Mr. Ahmed and Mr. Aden have been locked for months in a dispute over what to do when the government’s term expires. Mr. Ahmed asked for an extra year in power because he said elections were distractions as the country was in a state of war with Islamist insurgents. Mr. Aden insisted on following the country’s interim charter calling for presidential and speaker elections before August 20.

“It is a major success because the signatures have been taken. It is a major breakthrough because the parties not only agreed in a very cordial atmosphere, but there is guarantee of President Museveni. We hope this will be implemented,” Mr. Mahiga told The Associated Press by phone.

The U.N. has pushed for elections, but Uganda and Burundi - the only African countries with troops in Somalia - have objected, arguing that the government needed more time to maintain its military momentum against al—Qaeda—linked Islamists across the country.

The international community finally backed down last week, when more than 35 countries and organizations released a statement that said the extension period should not be “more than 12 months ending August 2012” unless circumstances dictate otherwise.

“This deal is perhaps a good compromise, but the question is- is it going to bring a greater stability within the government,” said Rashid Abdi, a Somali analyst with the International Crisis Group.

Government forces backed by the firepower of the African Union peacekeepers have gained ground in recent months in Somalia’s capital, Mogadishu. Pro—government forces have also succeeded in driving anti—government militants out of areas in southern Somalia near the Ethiopian and Kenyan borders.

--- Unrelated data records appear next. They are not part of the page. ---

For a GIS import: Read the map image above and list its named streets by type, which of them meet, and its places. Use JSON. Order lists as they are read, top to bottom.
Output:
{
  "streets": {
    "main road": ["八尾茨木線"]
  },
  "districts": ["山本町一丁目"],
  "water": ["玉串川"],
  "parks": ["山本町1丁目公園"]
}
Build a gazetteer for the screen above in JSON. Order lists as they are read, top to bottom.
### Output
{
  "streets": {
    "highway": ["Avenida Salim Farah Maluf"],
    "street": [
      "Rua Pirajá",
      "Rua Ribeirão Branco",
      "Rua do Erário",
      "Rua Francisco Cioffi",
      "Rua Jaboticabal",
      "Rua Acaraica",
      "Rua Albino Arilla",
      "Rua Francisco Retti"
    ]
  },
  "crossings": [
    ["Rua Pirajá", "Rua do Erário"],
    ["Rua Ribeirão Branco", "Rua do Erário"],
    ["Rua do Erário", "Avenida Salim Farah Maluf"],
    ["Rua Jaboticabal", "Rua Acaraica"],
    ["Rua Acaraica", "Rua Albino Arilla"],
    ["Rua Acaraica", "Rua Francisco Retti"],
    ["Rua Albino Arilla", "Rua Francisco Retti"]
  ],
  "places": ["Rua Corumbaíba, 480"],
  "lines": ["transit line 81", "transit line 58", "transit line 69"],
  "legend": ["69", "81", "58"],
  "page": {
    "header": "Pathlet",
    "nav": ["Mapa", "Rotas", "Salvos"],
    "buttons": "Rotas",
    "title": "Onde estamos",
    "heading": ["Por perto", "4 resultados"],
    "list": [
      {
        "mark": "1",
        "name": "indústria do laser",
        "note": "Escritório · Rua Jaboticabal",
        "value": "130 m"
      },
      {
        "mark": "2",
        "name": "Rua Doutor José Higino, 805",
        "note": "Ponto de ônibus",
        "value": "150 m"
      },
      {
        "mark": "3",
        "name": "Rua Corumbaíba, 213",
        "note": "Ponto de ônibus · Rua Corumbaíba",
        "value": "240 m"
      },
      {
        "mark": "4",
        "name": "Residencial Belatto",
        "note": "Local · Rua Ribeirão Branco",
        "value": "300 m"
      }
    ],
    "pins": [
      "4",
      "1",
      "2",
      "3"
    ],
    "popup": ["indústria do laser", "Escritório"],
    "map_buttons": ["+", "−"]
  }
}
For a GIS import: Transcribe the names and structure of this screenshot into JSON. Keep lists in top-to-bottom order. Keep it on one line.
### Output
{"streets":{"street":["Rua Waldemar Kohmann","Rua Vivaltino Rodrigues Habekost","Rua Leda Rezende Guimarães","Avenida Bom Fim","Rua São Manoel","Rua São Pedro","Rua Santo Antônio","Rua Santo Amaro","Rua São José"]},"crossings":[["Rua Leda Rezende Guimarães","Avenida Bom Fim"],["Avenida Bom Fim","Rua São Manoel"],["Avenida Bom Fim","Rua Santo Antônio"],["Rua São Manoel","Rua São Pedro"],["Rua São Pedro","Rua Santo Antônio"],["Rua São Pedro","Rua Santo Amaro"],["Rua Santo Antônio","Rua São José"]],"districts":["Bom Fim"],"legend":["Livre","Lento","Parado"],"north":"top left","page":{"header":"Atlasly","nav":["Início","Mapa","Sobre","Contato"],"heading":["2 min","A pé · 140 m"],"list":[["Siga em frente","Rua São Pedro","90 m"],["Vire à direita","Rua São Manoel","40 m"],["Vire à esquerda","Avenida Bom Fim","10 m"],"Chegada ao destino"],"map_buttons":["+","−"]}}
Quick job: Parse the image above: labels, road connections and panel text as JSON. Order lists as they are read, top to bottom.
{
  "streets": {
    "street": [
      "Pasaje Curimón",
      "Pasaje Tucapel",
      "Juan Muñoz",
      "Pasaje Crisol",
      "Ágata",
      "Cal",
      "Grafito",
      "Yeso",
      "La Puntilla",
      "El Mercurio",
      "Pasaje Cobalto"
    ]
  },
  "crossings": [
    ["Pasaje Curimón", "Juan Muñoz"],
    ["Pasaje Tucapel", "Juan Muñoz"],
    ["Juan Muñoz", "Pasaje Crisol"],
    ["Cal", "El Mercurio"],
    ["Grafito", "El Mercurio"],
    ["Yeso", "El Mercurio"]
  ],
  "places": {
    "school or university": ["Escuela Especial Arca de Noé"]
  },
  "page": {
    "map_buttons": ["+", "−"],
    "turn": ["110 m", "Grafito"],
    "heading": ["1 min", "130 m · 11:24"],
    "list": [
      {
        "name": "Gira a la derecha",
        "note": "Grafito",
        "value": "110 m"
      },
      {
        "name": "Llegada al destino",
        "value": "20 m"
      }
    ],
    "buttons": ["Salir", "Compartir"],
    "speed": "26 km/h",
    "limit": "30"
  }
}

“The parties agreed that support for the current military operations and completion of the rebuilding of the Security forces are fundamental to the success of the transitional period,” the agreement said.

Many believe that President Ahmed may have sacrificed Prime Minister Mohamed to fend off Mr. Aden’s push to oust both of them.

But Mr. Mahiga rejected that notion.

“A new cabinet means the prime minister has to resign. The emphasis should be on a new government, with a new prime minister and a new Cabinet,” Mr. Mahiga said.

In Mogadishu on Thursday, hundreds of people protested the upcoming resignation of the prime minister.

Mohamed, a Somali—American who was named prime minister in October last year, taught at a community college in western New York before he returned to Somalia. He is credited with selecting a technocrat—filled Cabinet that earned the respect of the many Somalis and the international community.